Exercise objective
Here is a listing. Set it down again exactly.

════

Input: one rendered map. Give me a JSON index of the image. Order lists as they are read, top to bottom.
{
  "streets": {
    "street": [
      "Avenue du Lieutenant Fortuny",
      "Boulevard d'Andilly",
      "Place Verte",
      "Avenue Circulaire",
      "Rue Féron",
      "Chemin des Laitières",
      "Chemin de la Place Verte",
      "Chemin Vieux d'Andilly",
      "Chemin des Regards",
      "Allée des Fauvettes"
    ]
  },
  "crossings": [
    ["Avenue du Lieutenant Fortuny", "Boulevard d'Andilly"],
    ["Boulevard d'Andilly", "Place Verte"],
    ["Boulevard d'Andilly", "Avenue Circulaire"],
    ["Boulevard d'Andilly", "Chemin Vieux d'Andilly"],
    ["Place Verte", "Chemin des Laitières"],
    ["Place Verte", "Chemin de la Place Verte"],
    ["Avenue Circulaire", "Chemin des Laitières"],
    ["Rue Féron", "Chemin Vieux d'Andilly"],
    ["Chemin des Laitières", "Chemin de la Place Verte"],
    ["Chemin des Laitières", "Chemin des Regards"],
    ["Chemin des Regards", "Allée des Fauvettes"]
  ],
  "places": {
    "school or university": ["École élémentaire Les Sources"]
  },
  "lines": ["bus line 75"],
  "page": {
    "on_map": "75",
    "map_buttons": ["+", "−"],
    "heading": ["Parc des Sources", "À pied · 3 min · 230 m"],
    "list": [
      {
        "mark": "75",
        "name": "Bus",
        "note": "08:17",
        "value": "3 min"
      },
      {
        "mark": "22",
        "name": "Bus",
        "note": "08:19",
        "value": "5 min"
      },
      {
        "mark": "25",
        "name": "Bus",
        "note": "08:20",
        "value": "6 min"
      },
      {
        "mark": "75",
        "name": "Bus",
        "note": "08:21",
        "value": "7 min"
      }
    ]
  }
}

════

The answer
Input: one rendered map. Give me a JSON index of the image. Order lists as they are read, top to bottom.
{
  "streets": {
    "street": [
      "Avenue du Lieutenant Fortuny",
      "Boulevard d'Andilly",
      "Place Verte",
      "Avenue Circulaire",
      "Rue Féron",
      "Chemin des Laitières",
      "Chemin de la Place Verte",
      "Chemin Vieux d'Andilly",
      "Chemin des Regards",
      "Allée des Fauvettes"
    ]
  },
  "crossings": [
    ["Avenue du Lieutenant Fortuny", "Boulevard d'Andilly"],
    ["Boulevard d'Andilly", "Place Verte"],
    ["Boulevard d'Andilly", "Avenue Circulaire"],
    ["Boulevard d'Andilly", "Chemin Vieux d'Andilly"],
    ["Place Verte", "Chemin des Laitières"],
    ["Place Verte", "Chemin de la Place Verte"],
    ["Avenue Circulaire", "Chemin des Laitières"],
    ["Rue Féron", "Chemin Vieux d'Andilly"],
    ["Chemin des Laitières", "Chemin de la Place Verte"],
    ["Chemin des Laitières", "Chemin des Regards"],
    ["Chemin des Regards", "Allée des Fauvettes"]
  ],
  "places": {
    "school or university": ["École élémentaire Les Sources"]
  },
  "lines": ["bus line 75"],
  "page": {
    "on_map": "75",
    "map_buttons": ["+", "−"],
    "heading": ["Parc des Sources", "À pied · 3 min · 230 m"],
    "list": [
      {
        "mark": "75",
        "name": "Bus",
        "note": "08:17",
        "value": "3 min"
      },
      {
        "mark": "22",
        "name": "Bus",
        "note": "08:19",
        "value": "5 min"
      },
      {
        "mark": "25",
        "name": "Bus",
        "note": "08:20",
        "value": "6 min"
      },
      {
        "mark": "75",
        "name": "Bus",
        "note": "08:21",
        "value": "7 min"
      }
    ]
  }
}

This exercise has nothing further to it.